[Opening DATA FOR ANALYSIS section]

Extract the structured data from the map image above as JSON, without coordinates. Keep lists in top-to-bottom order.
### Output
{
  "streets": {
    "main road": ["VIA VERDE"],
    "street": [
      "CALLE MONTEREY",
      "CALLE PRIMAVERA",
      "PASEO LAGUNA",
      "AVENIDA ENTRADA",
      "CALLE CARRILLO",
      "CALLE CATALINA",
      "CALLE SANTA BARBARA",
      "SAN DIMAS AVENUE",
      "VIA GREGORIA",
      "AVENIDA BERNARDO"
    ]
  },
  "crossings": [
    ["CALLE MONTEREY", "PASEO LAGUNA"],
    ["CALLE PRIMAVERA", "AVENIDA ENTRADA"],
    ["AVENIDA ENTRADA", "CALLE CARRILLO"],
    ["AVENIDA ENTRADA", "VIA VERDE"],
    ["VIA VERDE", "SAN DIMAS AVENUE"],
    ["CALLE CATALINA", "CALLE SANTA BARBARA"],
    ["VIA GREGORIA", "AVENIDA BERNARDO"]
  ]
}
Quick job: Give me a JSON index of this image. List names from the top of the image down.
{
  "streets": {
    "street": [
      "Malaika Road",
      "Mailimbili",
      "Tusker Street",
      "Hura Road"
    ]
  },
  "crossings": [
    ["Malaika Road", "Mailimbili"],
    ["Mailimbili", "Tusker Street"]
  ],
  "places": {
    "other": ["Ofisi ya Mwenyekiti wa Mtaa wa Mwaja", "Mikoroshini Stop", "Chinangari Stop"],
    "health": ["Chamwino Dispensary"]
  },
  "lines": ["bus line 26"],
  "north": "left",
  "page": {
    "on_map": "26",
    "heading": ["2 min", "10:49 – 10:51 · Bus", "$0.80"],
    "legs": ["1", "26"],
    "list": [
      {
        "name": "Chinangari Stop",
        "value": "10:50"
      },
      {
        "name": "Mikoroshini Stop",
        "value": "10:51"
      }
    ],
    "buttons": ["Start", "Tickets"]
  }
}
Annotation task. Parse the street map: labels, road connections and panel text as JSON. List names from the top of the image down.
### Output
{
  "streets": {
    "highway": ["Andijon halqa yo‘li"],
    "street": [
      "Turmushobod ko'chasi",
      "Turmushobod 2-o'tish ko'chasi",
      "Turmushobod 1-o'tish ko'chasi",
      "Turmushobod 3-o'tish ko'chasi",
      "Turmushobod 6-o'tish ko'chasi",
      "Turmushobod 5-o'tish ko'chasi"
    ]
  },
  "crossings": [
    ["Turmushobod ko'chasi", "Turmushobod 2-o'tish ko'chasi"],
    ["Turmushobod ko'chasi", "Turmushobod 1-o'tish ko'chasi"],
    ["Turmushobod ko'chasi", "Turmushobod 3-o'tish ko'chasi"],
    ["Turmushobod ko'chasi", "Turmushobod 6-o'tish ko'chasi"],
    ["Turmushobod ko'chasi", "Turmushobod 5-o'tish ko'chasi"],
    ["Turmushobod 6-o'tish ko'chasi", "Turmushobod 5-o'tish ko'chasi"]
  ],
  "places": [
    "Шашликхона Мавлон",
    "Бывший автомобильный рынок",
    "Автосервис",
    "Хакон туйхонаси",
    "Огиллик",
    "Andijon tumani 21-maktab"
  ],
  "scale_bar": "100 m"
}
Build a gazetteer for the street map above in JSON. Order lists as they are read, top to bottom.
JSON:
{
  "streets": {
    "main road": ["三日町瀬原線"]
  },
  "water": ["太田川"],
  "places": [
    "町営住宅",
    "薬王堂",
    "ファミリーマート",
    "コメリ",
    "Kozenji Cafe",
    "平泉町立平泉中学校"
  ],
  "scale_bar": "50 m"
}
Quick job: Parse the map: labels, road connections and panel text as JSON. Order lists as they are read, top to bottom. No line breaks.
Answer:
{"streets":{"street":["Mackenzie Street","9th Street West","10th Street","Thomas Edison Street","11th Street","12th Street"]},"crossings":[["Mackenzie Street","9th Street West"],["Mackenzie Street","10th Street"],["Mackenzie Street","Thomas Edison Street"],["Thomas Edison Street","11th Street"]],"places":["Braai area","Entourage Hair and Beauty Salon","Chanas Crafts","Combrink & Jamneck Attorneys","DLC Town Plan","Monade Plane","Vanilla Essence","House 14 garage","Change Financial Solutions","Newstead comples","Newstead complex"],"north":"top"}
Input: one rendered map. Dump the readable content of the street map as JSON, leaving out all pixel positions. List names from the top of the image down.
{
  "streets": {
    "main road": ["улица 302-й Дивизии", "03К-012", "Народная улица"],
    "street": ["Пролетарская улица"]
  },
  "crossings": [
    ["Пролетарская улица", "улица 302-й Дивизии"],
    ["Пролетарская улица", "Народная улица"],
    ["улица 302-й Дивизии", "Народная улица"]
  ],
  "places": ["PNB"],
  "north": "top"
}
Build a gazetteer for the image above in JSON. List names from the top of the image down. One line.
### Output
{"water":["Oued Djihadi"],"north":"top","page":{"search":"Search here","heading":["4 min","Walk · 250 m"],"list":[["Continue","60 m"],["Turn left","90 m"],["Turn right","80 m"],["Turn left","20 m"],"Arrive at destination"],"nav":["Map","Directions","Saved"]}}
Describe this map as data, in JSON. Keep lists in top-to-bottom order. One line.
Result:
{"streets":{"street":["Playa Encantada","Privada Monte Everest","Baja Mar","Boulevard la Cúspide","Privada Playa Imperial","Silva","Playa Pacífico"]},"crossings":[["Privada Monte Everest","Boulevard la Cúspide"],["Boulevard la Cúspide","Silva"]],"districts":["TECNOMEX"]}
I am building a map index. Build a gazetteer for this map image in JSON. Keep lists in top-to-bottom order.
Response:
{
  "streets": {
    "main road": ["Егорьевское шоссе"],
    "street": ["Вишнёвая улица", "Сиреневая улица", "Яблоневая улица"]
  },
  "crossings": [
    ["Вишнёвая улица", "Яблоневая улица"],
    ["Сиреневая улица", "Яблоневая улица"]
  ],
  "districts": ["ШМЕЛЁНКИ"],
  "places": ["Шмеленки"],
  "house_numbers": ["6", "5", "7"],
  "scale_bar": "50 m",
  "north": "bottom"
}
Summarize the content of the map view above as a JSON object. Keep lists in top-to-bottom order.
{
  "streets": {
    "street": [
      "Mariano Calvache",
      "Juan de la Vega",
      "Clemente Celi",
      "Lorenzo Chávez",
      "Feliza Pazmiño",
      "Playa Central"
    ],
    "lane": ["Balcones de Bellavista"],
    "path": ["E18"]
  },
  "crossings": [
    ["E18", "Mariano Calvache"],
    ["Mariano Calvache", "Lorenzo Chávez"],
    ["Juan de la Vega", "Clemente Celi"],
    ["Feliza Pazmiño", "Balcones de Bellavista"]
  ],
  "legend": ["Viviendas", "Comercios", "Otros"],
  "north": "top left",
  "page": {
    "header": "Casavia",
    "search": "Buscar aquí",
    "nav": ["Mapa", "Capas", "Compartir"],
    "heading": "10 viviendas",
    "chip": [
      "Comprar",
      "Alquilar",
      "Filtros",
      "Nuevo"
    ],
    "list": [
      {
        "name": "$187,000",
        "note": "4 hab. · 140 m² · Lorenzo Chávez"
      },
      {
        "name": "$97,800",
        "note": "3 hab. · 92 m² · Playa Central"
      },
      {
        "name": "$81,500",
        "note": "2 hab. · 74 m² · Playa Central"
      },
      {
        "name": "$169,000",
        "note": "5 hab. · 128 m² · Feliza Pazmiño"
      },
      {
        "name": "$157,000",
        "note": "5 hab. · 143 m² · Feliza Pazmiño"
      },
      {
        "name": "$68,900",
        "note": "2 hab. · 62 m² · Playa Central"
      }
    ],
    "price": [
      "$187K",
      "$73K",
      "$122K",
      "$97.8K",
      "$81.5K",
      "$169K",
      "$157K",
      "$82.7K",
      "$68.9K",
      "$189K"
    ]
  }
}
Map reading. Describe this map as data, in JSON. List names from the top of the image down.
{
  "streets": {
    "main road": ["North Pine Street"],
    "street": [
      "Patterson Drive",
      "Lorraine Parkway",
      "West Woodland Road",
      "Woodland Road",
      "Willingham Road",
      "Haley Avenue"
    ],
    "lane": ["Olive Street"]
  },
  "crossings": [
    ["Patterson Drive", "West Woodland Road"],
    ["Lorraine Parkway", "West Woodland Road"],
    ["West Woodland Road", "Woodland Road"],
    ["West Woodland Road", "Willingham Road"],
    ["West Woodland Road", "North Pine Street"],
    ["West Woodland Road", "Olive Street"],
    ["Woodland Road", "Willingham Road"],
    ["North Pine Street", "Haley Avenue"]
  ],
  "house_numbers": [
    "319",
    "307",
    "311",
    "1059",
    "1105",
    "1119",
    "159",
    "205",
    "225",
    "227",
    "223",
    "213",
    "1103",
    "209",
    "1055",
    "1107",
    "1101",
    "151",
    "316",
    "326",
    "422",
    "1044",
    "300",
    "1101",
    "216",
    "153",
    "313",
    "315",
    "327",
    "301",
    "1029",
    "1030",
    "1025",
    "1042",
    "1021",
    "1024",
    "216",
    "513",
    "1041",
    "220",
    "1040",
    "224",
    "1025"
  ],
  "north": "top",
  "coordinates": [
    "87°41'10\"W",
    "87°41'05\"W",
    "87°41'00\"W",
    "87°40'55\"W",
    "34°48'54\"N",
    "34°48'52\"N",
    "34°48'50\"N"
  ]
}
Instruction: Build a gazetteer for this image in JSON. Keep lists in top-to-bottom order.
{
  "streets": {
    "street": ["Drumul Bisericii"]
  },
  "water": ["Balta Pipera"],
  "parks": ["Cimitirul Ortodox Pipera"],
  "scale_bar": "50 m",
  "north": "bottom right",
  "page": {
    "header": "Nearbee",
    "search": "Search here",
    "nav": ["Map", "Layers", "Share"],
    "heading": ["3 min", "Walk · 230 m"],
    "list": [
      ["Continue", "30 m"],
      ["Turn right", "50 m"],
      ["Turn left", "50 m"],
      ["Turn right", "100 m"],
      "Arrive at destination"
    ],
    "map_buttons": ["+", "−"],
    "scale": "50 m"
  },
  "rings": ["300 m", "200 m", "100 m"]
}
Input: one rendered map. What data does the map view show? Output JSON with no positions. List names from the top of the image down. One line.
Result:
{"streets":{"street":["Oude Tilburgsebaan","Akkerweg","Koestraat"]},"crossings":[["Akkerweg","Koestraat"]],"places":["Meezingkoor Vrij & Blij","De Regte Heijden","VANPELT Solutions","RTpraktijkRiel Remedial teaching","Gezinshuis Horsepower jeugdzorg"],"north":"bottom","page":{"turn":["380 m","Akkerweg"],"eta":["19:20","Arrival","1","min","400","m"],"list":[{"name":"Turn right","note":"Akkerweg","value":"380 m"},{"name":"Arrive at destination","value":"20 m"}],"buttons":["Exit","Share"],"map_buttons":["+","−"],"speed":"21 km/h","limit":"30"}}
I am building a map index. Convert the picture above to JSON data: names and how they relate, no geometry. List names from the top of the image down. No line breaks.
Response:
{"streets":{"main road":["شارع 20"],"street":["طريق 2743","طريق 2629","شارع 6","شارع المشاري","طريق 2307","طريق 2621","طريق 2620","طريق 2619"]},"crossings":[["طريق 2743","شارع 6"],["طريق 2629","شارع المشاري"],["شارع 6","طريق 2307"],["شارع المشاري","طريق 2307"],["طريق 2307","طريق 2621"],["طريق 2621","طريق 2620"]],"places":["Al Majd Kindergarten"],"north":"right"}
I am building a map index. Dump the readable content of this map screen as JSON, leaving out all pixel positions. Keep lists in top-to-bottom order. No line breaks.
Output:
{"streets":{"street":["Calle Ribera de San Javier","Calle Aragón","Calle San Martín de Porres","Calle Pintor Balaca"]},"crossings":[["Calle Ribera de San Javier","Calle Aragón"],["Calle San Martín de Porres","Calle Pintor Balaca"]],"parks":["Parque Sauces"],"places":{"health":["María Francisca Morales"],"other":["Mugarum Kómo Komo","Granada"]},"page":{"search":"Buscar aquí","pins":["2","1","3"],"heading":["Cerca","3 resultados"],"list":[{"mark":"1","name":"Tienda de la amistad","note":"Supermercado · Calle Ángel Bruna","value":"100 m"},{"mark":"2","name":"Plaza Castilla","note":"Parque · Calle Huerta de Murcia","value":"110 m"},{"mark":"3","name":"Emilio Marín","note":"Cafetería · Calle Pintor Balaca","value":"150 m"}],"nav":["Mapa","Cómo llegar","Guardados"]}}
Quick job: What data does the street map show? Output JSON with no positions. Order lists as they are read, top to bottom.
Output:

[Closing DATA FOR ANALYSIS section]

- WHAT IS BEING ASKED -
Pull out all lines of the data with the string "show".

- RESULT OF THE TASK -
Input: one rendered map. What data does the map view show? Output JSON with no positions. List names from the top of the image down. One line.
Quick job: What data does the street map show? Output JSON with no positions. Order lists as they are read, top to bottom.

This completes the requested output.